SA drops in Paying Taxes Report ranking
The reason for the drop in the ranking is a newly added indicator, the post-filing index. And the country is not alone, others significantly impacted include Mauritius, which dropped from 13 to 45 and Canada from ninth to 16.
“In its absence, the country would only have fallen two places to 22,” explains Kyle Mandy, a partner and head of national tax technical at PwC South Africa, which presented the report. “This shows our stability when it comes to the other categories. South Africa has been stable for some years so it is not unusual for it to fall - and not climb - as other countries reform.
Distance from frontier
The report facilitates a comparison of the world’s tax regimes from the point of view of companies paying taxes. The results are collected using the four sub-indicators; total tax rate, time to comply; number of payments and the post-filing Index. The latest addition measures two components – the VAT refund process and the CIT audit process
The ranking order of the country is a measure of “distance to frontier”, which looks at how far each economy has moved towards the best result in the 12 years of the study as a proportion of the difference between the best and worst results for each indicator.
Total tax rate
When it comes to total tax rate, South Africa has performed well over the years in this regard, both in terms of the world and Africa. “Total tax rate compares favourably with global and regional averages where it is ranked 39 out of 189 countries. However, it ranks behind many of its regional neighbours such as Zambia, Namibia, Mauritius and Botswana,” says Mandy.
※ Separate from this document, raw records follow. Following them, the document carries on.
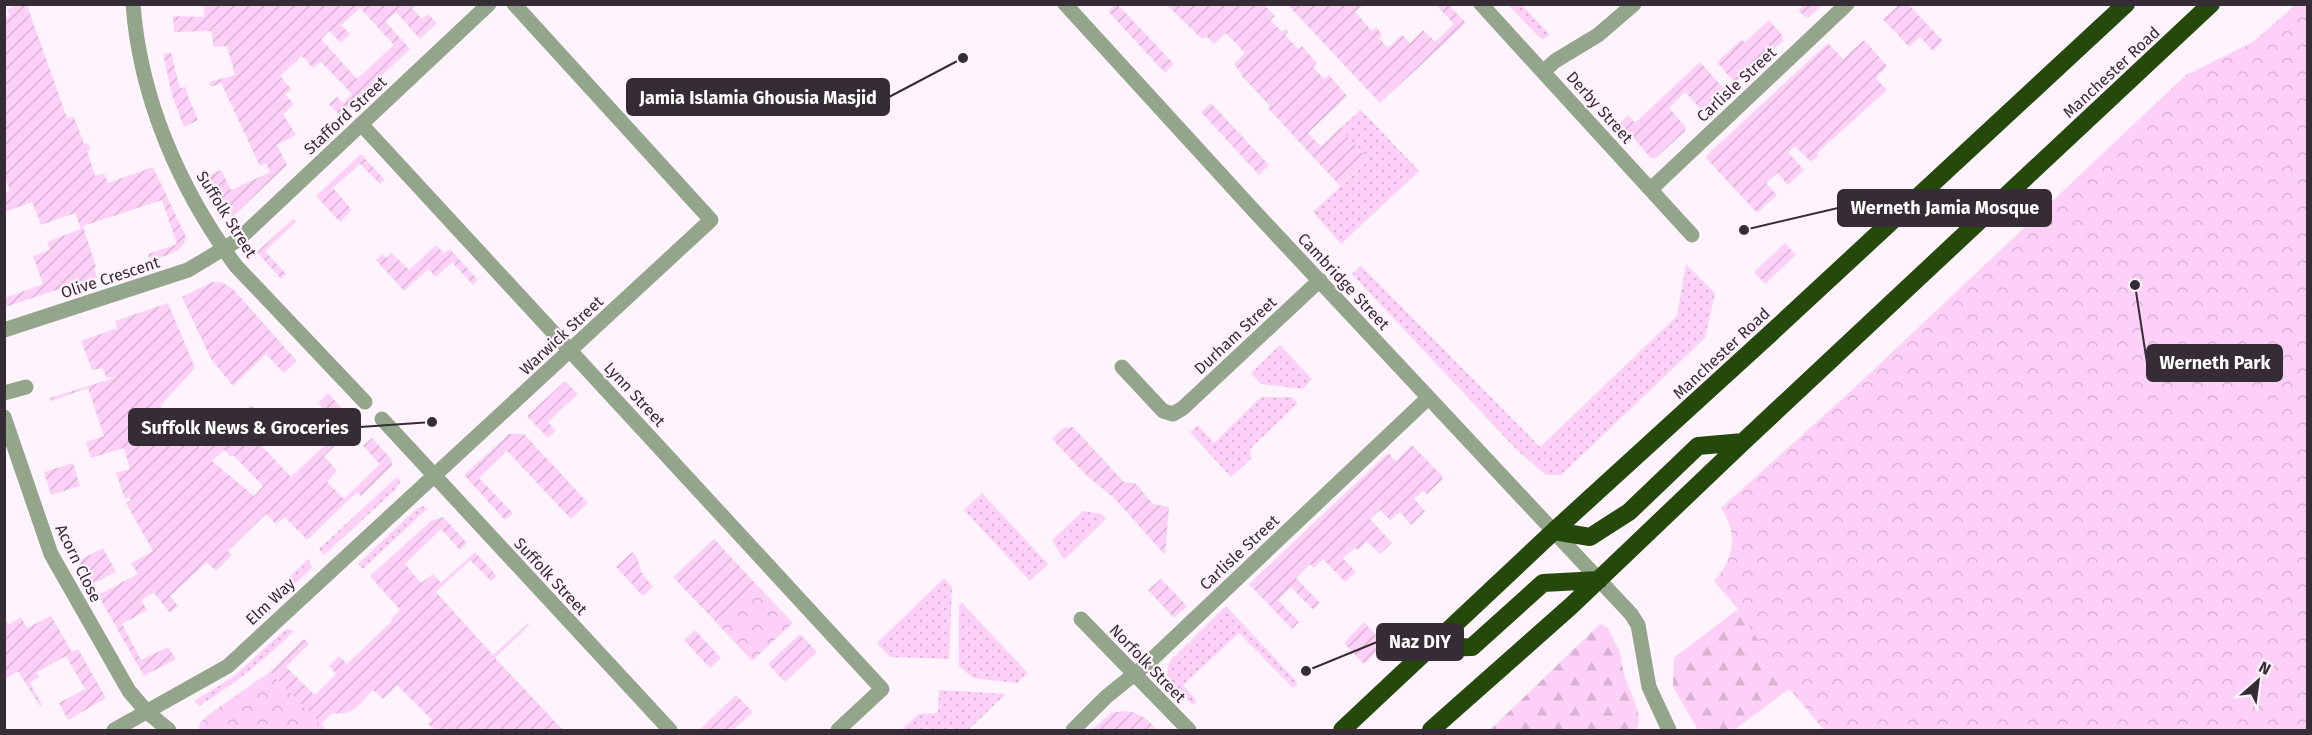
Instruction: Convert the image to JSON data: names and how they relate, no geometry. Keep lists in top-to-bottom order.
{
  "streets": {
    "highway": ["Manchester Road"],
    "street": [
      "Carlisle Street",
      "Derby Street",
      "Stafford Street",
      "Suffolk Street",
      "Olive Crescent",
      "Cambridge Street",
      "Warwick Street",
      "Durham Street",
      "Lynn Street",
      "Acorn Close",
      "Elm Way",
      "Norfolk Street"
    ]
  },
  "crossings": [
    ["Manchester Road", "Cambridge Street"],
    ["Carlisle Street", "Derby Street"],
    ["Carlisle Street", "Cambridge Street"],
    ["Carlisle Street", "Norfolk Street"],
    ["Stafford Street", "Suffolk Street"],
    ["Stafford Street", "Olive Crescent"],
    ["Stafford Street", "Lynn Street"],
    ["Suffolk Street", "Olive Crescent"],
    ["Suffolk Street", "Warwick Street"],
    ["Suffolk Street", "Elm Way"],
    ["Cambridge Street", "Durham Street"],
    ["Warwick Street", "Lynn Street"],
    ["Warwick Street", "Elm Way"],
    ["Acorn Close", "Elm Way"]
  ],
  "places": [
    "Jamia Islamia Ghousia Masjid",
    "Werneth Jamia Mosque",
    "Werneth Park",
    "Suffolk News & Groceries",
    "Naz DIY"
  ],
  "north": "top right"
}
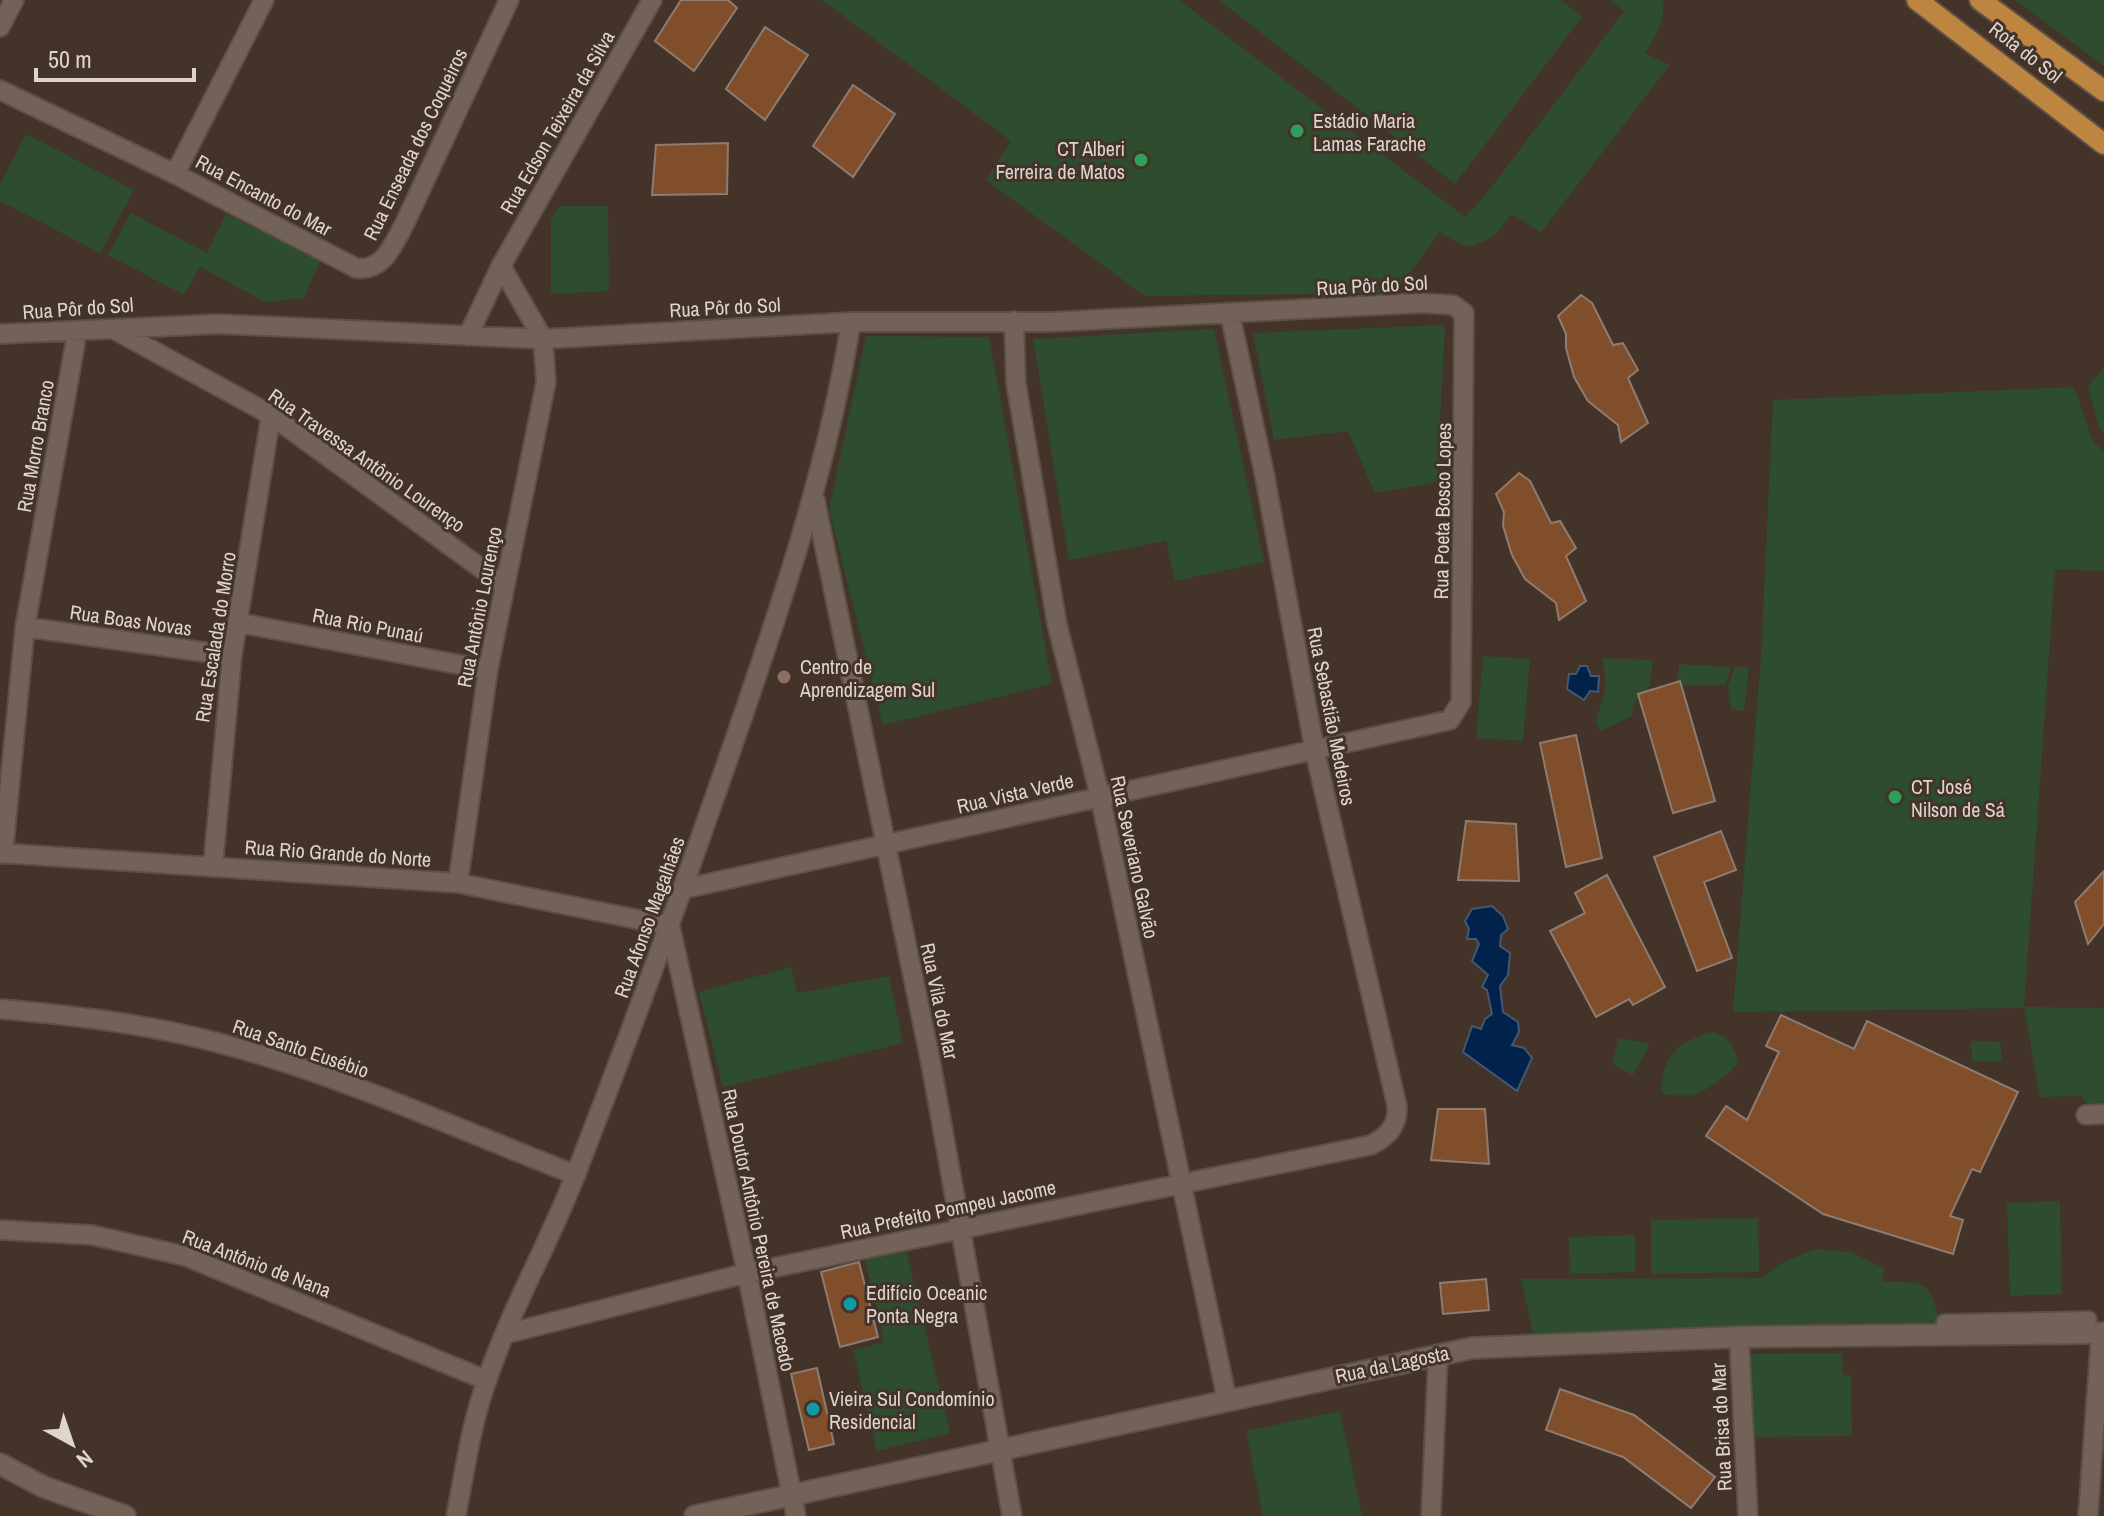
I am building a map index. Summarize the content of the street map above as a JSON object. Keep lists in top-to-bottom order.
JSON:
{
  "streets": {
    "main road": ["Rota do Sol"],
    "street": [
      "Rua Edson Teixeira da Silva",
      "Rua Enseada dos Coqueiros",
      "Rua Encanto do Mar",
      "Rua Pôr do Sol",
      "Rua Morro Branco",
      "Rua Travessa Antônio Lourenço",
      "Rua Poeta Bosco Lopes",
      "Rua Antônio Lourenço",
      "Rua Boas Novas",
      "Rua Rio Punaú",
      "Rua Escalada do Morro",
      "Rua Sebastião Medeiros",
      "Rua Vista Verde",
      "Rua Rio Grande do Norte",
      "Rua Severiano Galvão",
      "Rua Afonso Magalhães",
      "Rua Vila do Mar",
      "Rua Santo Eusébio",
      "Rua Prefeito Pompeu Jacome",
      "Rua Doutor Antônio Pereira de Macedo",
      "Rua Antônio de Nana",
      "Rua da Lagosta",
      "Rua Brisa do Mar"
    ]
  },
  "crossings": [
    ["Rua Edson Teixeira da Silva", "Rua Pôr do Sol"],
    ["Rua Enseada dos Coqueiros", "Rua Encanto do Mar"],
    ["Rua Pôr do Sol", "Rua Morro Branco"],
    ["Rua Pôr do Sol", "Rua Travessa Antônio Lourenço"],
    ["Rua Pôr do Sol", "Rua Poeta Bosco Lopes"],
    ["Rua Pôr do Sol", "Rua Antônio Lourenço"],
    ["Rua Pôr do Sol", "Rua Sebastião Medeiros"],
    ["Rua Pôr do Sol", "Rua Severiano Galvão"],
    ["Rua Pôr do Sol", "Rua Afonso Magalhães"],
    ["Rua Morro Branco", "Rua Boas Novas"],
    ["Rua Morro Branco", "Rua Rio Grande do Norte"],
    ["Rua Travessa Antônio Lourenço", "Rua Antônio Lourenço"],
    ["Rua Travessa Antônio Lourenço", "Rua Escalada do Morro"],
    ["Rua Poeta Bosco Lopes", "Rua Vista Verde"],
    ["Rua Antônio Lourenço", "Rua Rio Punaú"],
    ["Rua Antônio Lourenço", "Rua Rio Grande do Norte"],
    ["Rua Boas Novas", "Rua Escalada do Morro"],
    ["Rua Rio Punaú", "Rua Escalada do Morro"],
    ["Rua Escalada do Morro", "Rua Rio Grande do Norte"],
    ["Rua Sebastião Medeiros", "Rua Vista Verde"],
    ["Rua Sebastião Medeiros", "Rua Prefeito Pompeu Jacome"],
    ["Rua Vista Verde", "Rua Severiano Galvão"],
    ["Rua Vista Verde", "Rua Afonso Magalhães"],
    ["Rua Vista Verde", "Rua Vila do Mar"],
    ["Rua Rio Grande do Norte", "Rua Afonso Magalhães"],
    ["Rua Rio Grande do Norte", "Rua Doutor Antônio Pereira de Macedo"],
    ["Rua Severiano Galvão", "Rua Prefeito Pompeu Jacome"],
    ["Rua Severiano Galvão", "Rua da Lagosta"],
    ["Rua Afonso Magalhães", "Rua Vila do Mar"],
    ["Rua Afonso Magalhães", "Rua Santo Eusébio"],
    ["Rua Afonso Magalhães", "Rua Prefeito Pompeu Jacome"],
    ["Rua Afonso Magalhães", "Rua Doutor Antônio Pereira de Macedo"],
    ["Rua Afonso Magalhães", "Rua Antônio de Nana"],
    ["Rua Vila do Mar", "Rua Prefeito Pompeu Jacome"],
    ["Rua Vila do Mar", "Rua da Lagosta"],
    ["Rua Prefeito Pompeu Jacome", "Rua Doutor Antônio Pereira de Macedo"],
    ["Rua Doutor Antônio Pereira de Macedo", "Rua da Lagosta"],
    ["Rua da Lagosta", "Rua Brisa do Mar"]
  ],
  "places": [
    "Estádio Maria Lamas Farache",
    "CT Alberi Ferreira de Matos",
    "Centro de Aprendizagem Sul",
    "CT José Nilson de Sá",
    "Edifício Oceanic Ponta Negra",
    "Vieira Sul Condomínio Residencial"
  ],
  "scale_bar": "50 m",
  "north": "bottom right"
}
South Africa makes relatively low use of labour and other taxes compared to other countries. However, it has a relatively high rate of profit taxes of 21,7%, which is well above the global and Africa averages of 16,3% and 18,2% respectively.
“There is a risk that the total tax rate will increase in future as pressure mounts to introduce new taxes on business to fund increasing spending pressures such as social security reform, NHI and education.”
Time to comply
South Africa also performs well in the next indicator - time to comply. Ranked 90, again the average is below that of Africa and the globe. “The bulk of time here is spent on preparation, with very little time spent on filing and payment. SARS filing and payment systems are generally regarded as user friendly and not overly time consuming,” says Mandy.
The primary area where improvement could be made is on corporate income tax where South Africa’s time to comply is above the world and Africa averages
Number of payments
When it comes to the number of payments, the country is ranked 13, and this is the area where it performs the best. The world average is 25 payments and Africa 37 payments in contrast to South Africa’s seven. South Africa is also a leader when it comes to the number of payments due to the widespread use of electronic payment systems - ranked 13. “This sub-indicator is the primary reason for South Africa’s good overall ranking,” says Mandy. “However, it also represents a significant risk to South Africa’s future overall ranking as more countries introduce electronic payment systems and catch up with the leaders.”
Post-filing index
The last indicator, post-filing index, sees South Africa ranked 93 out of the 181 countries scored for the sub-indicator, slightly below the world average and slightly above the Africa average.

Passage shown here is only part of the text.